Tuesday, July 8, 2008

Family Worship

How does your family worship together? My family never risked visiting an unfamiliar congregation when on vacation or otherwise out of town. But we rarely missed worship. We brought our Prayer Books, usually the 1928 Book of Common Prayer, and bibles along. We preset the time for worship and when the time arrived, the family would gather around the kitchen table, living room floor or onto our parent's bed. Someone looked up bible verses and someone determined the prayers, and sometimes we would begin with a song.

Mark and I have continued this tradition with our kids from time to time. As they've grown (Lane is 9 and Duncan, 14), family worship takes on a whole new dynamic. They make the decisions, they read the scriptures and they lead the service. They ask questions, wonder and explore the text. And together we grow.

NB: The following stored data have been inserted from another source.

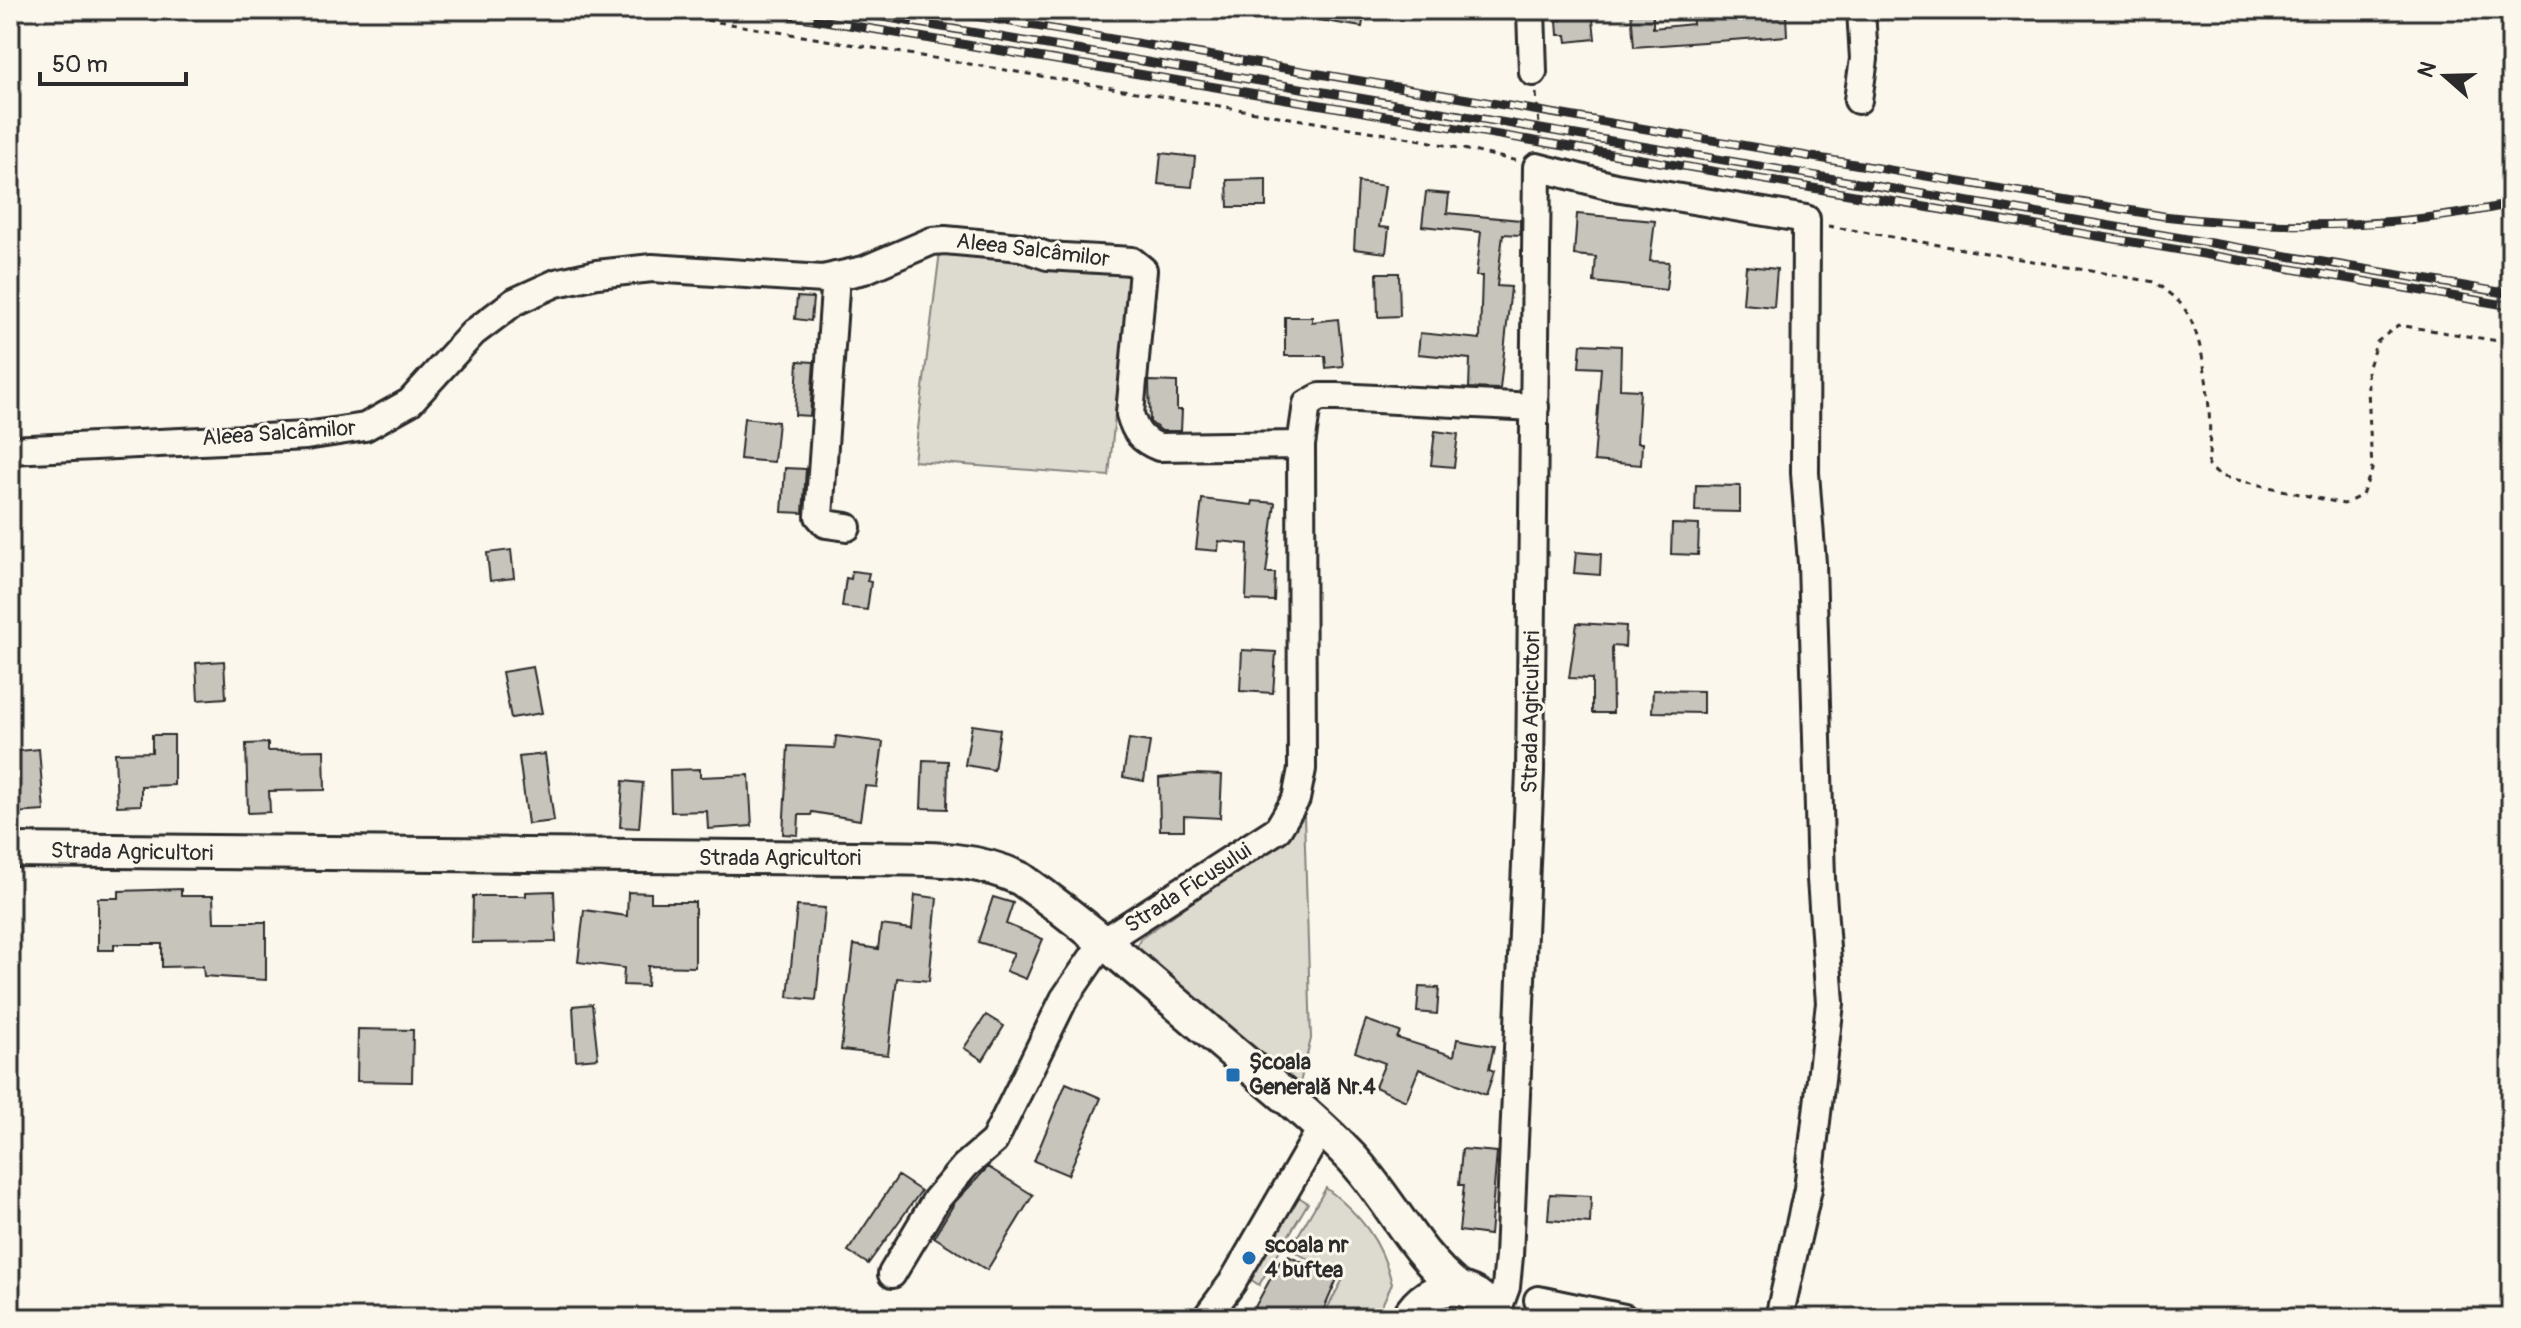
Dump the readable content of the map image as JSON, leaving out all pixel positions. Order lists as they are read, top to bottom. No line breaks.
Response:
{"streets":{"main road":["Strada Agricultori"],"street":["Aleea Salcâmilor","Strada Ficusului"]},"crossings":[["Aleea Salcâmilor","Strada Ficusului"],["Strada Agricultori","Strada Ficusului"]],"places":{"transit":["Școala Generală Nr.4"],"other":["scoala nr 4 buftea"]},"scale_bar":"50 m","north":"left"}
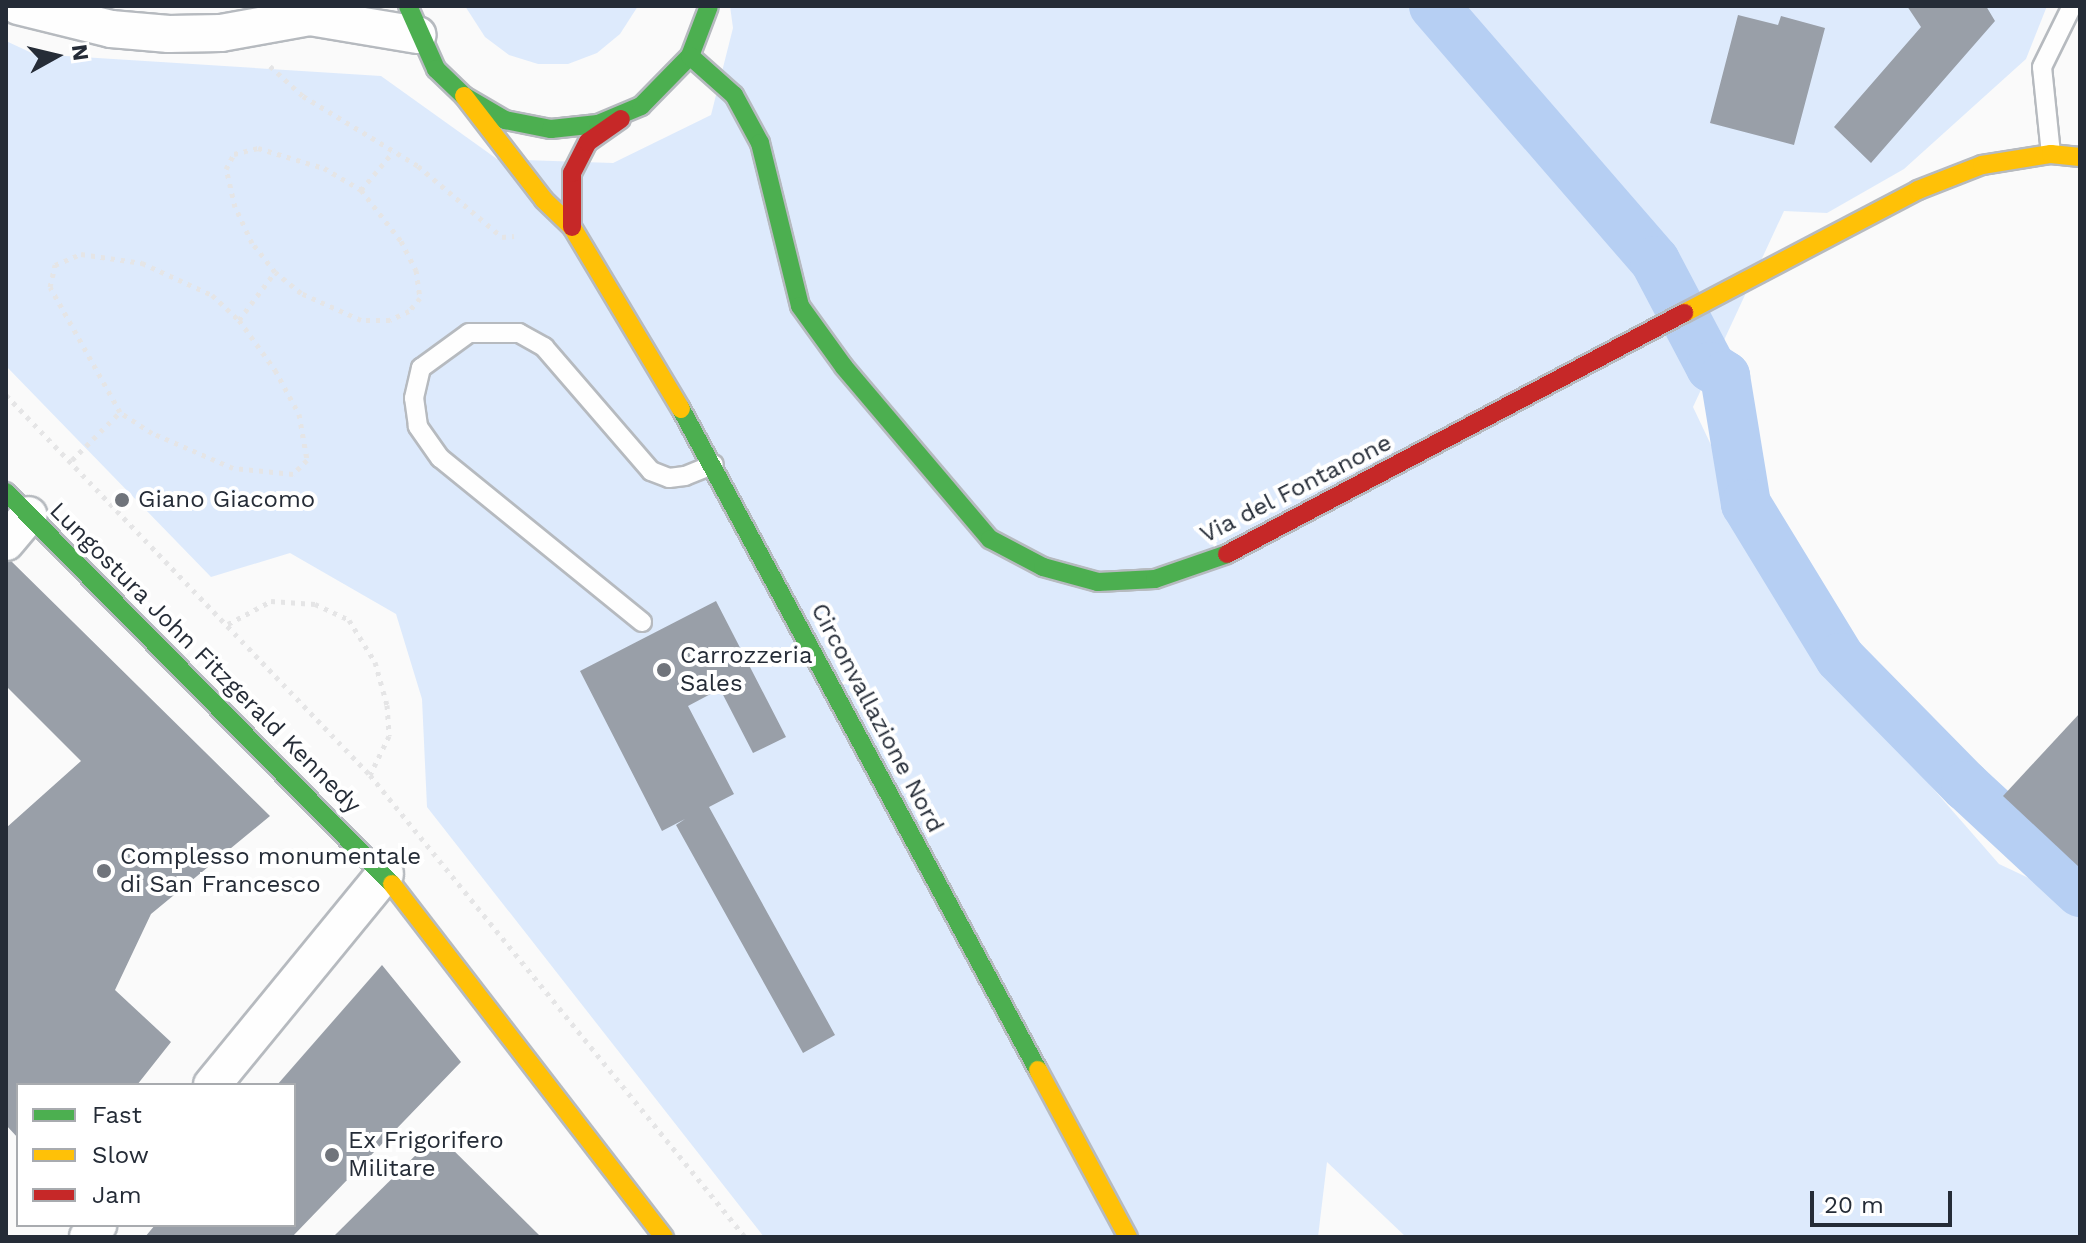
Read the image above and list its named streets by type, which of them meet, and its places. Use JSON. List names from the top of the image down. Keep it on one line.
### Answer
{"streets":{"main road":["Via del Fontanone","Lungostura John Fitzgerald Kennedy","Circonvallazione Nord"]},"places":["Giano Giacomo","Carrozzeria Sales","Complesso monumentale di San Francesco","Ex Frigorifero Militare"],"legend":["Fast","Slow","Jam"],"scale_bar":"20 m","north":"right"}
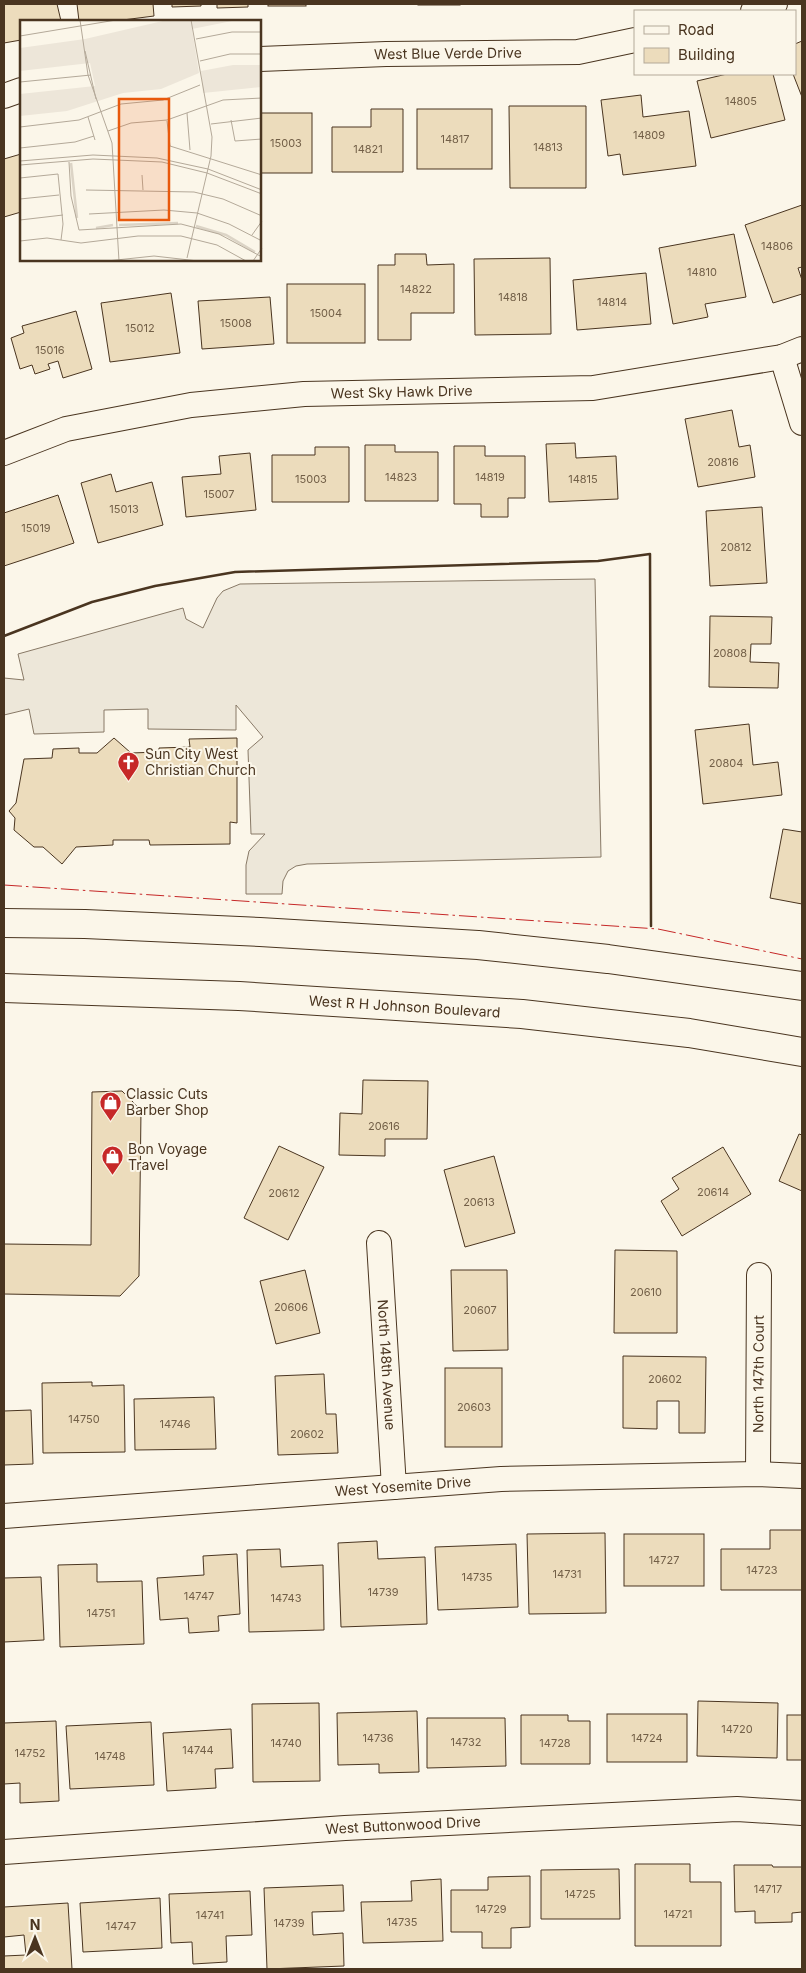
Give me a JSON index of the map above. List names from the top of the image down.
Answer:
{
  "streets": {
    "main road": ["West R H Johnson Boulevard"],
    "street": [
      "West Blue Verde Drive",
      "West Sky Hawk Drive",
      "North 148th Avenue",
      "North 147th Court",
      "West Yosemite Drive",
      "West Buttonwood Drive"
    ]
  },
  "crossings": [
    ["North 148th Avenue", "West Yosemite Drive"],
    ["North 147th Court", "West Yosemite Drive"]
  ],
  "places": {
    "church": ["Sun City West Christian Church"],
    "shop": ["Classic Cuts Barber Shop", "Bon Voyage Travel"]
  },
  "house_numbers": [
    "14805",
    "14809",
    "14817",
    "15003",
    "14813",
    "14821",
    "14806",
    "14810",
    "14822",
    "14818",
    "14814",
    "15004",
    "15008",
    "15012",
    "15016",
    "20816",
    "14823",
    "14819",
    "15003",
    "14815",
    "15007",
    "15013",
    "15019",
    "20812",
    "20808",
    "20804",
    "20616",
    "20614",
    "20612",
    "20613",
    "20610",
    "20606",
    "20607",
    "20602",
    "20603",
    "14750",
    "14746",
    "20602",
    "14727",
    "14723",
    "14731",
    "14735",
    "14739",
    "14747",
    "14743",
    "14751",
    "14720",
    "14736",
    "14724",
    "14732",
    "14740",
    "14728",
    "14744",
    "14752",
    "14748",
    "14717",
    "14725",
    "14729",
    "14721",
    "14741",
    "14735",
    "14739",
    "14747"
  ],
  "legend": ["Road", "Building"],
  "north": "top"
}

What opportunities do you have to explore, in a new way, the worship that is familiar to you? What setting can you create that will allow yourself and others to look in a new way at the creeds, the prayers, the readings, the songs? I believe family worship offers us this opportunity because we are able to experience the scriptures and the liturgy through our children who are exploring it in a brand new way. As adults, sometimes it is hard to seek so purely when we've build so many walls of protection. At nine and fourteen, exploration is the norm. Worship becomes a block of clay that can be molded rather than an article to be viewed from a distance. When we can mold our worship, mold our prayers, our songs, select our readings, share leadership and responsiveness . . . When we create worship, it becomes a gift for God, like a messy finger painting of a preschooler. Here God, we made this for you!

2 comments:

Unknown said...

Thank you Beth. This lets me know that your Mother and I did something right.

Daddy

Barnabas File said...

Letting children lead in worship involves an element of risk. When our four-year-old granddaugher, Erin, was asked to lead in the blessing before a meal, she asked if she could use one of the songs she had learned at WEE school at church. Knowing that they use prayer songs before meals, we said, "Sure."

We bowed our heads but lost our composure when she began, "Do you know the muffin man, the muffin man, the muffin man . . ."

The spirit was right, anyway, and we need to encourage our youngsters not only to participate in worship but to lead it as well.